- Work item: Copy every line of the data that contains the string "lists".

Items listed in a dataset

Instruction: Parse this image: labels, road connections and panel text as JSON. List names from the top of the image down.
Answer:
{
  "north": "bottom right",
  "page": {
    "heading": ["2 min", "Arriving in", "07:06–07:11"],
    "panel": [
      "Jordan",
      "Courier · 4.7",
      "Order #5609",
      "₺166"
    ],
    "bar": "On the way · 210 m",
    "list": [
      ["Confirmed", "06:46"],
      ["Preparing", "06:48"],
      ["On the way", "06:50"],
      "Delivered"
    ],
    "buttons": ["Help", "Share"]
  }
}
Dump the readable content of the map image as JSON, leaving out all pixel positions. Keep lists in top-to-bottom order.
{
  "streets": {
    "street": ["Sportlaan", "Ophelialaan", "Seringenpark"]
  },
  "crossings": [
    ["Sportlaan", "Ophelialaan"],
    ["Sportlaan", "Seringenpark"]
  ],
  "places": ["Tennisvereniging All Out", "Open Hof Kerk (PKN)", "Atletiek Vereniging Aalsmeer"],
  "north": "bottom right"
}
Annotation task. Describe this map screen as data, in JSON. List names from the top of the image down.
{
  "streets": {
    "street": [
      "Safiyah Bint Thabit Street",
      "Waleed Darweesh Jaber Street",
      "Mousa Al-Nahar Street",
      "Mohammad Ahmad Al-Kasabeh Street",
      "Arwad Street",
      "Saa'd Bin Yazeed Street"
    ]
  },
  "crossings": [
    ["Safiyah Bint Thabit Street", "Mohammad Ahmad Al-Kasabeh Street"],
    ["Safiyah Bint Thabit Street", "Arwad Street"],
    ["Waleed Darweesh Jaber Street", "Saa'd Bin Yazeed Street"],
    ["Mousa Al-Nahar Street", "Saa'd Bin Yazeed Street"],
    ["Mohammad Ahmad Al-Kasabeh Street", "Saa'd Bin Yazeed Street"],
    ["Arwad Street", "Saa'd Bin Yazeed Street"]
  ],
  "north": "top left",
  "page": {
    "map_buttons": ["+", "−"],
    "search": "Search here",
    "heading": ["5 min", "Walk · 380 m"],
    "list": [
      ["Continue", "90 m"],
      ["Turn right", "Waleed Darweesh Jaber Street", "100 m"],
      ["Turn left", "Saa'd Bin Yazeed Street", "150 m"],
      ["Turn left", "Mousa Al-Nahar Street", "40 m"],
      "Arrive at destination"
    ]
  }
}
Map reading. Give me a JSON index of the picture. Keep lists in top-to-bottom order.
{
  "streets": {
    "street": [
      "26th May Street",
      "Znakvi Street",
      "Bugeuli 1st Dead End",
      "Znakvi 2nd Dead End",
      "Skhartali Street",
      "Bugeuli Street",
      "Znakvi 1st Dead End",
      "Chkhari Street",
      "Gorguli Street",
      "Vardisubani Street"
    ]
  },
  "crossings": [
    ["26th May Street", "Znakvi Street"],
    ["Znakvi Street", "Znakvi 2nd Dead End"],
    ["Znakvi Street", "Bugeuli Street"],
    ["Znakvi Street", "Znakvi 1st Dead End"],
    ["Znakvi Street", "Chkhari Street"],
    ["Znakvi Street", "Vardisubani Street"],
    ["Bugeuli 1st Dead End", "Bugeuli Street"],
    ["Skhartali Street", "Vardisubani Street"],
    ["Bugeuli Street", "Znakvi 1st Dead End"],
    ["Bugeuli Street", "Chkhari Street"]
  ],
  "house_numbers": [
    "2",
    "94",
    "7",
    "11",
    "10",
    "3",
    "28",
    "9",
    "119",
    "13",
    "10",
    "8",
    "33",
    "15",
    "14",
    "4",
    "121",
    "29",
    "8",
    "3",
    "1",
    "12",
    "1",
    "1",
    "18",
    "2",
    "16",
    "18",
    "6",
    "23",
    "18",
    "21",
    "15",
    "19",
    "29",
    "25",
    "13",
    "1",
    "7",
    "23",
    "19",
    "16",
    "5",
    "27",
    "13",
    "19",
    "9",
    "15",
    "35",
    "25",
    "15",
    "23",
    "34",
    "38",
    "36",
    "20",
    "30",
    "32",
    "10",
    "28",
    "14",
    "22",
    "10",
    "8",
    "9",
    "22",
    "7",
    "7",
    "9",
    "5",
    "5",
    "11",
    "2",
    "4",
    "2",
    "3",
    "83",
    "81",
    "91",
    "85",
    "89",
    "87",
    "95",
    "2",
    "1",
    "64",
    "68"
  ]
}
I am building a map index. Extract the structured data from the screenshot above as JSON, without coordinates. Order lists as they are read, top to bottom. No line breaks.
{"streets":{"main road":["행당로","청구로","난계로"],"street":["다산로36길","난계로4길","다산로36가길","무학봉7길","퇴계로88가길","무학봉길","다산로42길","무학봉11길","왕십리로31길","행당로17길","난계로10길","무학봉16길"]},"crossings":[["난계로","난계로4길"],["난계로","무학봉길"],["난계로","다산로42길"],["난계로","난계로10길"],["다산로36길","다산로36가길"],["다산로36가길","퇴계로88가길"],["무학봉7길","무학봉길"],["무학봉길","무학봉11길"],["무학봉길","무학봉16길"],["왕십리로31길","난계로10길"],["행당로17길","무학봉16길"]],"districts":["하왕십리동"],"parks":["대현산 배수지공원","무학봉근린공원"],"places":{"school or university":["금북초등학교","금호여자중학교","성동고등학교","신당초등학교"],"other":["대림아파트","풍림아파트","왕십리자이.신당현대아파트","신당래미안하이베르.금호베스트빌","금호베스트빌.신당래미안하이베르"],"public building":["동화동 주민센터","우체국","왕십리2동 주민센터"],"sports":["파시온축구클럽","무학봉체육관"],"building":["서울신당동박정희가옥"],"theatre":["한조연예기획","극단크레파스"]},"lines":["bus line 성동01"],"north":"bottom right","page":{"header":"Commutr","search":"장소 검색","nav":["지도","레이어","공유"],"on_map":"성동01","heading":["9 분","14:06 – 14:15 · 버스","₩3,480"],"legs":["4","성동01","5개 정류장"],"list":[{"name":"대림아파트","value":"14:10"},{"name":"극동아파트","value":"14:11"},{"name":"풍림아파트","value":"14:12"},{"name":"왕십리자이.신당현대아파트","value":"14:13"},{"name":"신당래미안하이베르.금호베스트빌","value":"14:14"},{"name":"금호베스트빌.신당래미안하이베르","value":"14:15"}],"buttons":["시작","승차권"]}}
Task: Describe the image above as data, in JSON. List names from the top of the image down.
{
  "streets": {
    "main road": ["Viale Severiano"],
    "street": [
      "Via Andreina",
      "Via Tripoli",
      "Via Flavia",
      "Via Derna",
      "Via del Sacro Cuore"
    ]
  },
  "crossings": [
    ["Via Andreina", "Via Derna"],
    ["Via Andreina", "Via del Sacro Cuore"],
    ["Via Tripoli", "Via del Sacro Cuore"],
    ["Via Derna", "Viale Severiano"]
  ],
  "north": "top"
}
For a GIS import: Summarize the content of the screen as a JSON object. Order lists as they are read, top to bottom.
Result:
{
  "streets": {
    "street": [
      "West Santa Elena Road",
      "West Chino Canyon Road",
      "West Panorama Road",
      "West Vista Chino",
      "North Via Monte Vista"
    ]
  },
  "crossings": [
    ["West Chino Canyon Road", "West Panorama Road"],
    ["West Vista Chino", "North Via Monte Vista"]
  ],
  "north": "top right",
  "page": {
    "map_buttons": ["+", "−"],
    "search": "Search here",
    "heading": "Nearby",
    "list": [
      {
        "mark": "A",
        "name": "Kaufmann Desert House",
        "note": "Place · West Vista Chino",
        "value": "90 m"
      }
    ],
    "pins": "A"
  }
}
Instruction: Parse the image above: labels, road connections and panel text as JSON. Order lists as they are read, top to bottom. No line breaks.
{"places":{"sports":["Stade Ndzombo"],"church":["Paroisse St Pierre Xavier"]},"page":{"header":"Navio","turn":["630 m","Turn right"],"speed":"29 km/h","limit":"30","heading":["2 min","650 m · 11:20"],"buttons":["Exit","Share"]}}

- Task output:
Dump the readable content of the map image as JSON, leaving out all pixel positions. Keep lists in top-to-bottom order.
Map reading. Give me a JSON index of the picture. Keep lists in top-to-bottom order.
I am building a map index. Extract the structured data from the screenshot above as JSON, without coordinates. Order lists as they are read, top to bottom. No line breaks.
For a GIS import: Summarize the content of the screen as a JSON object. Order lists as they are read, top to bottom.
Instruction: Parse the image above: labels, road connections and panel text as JSON. Order lists as they are read, top to bottom. No line breaks.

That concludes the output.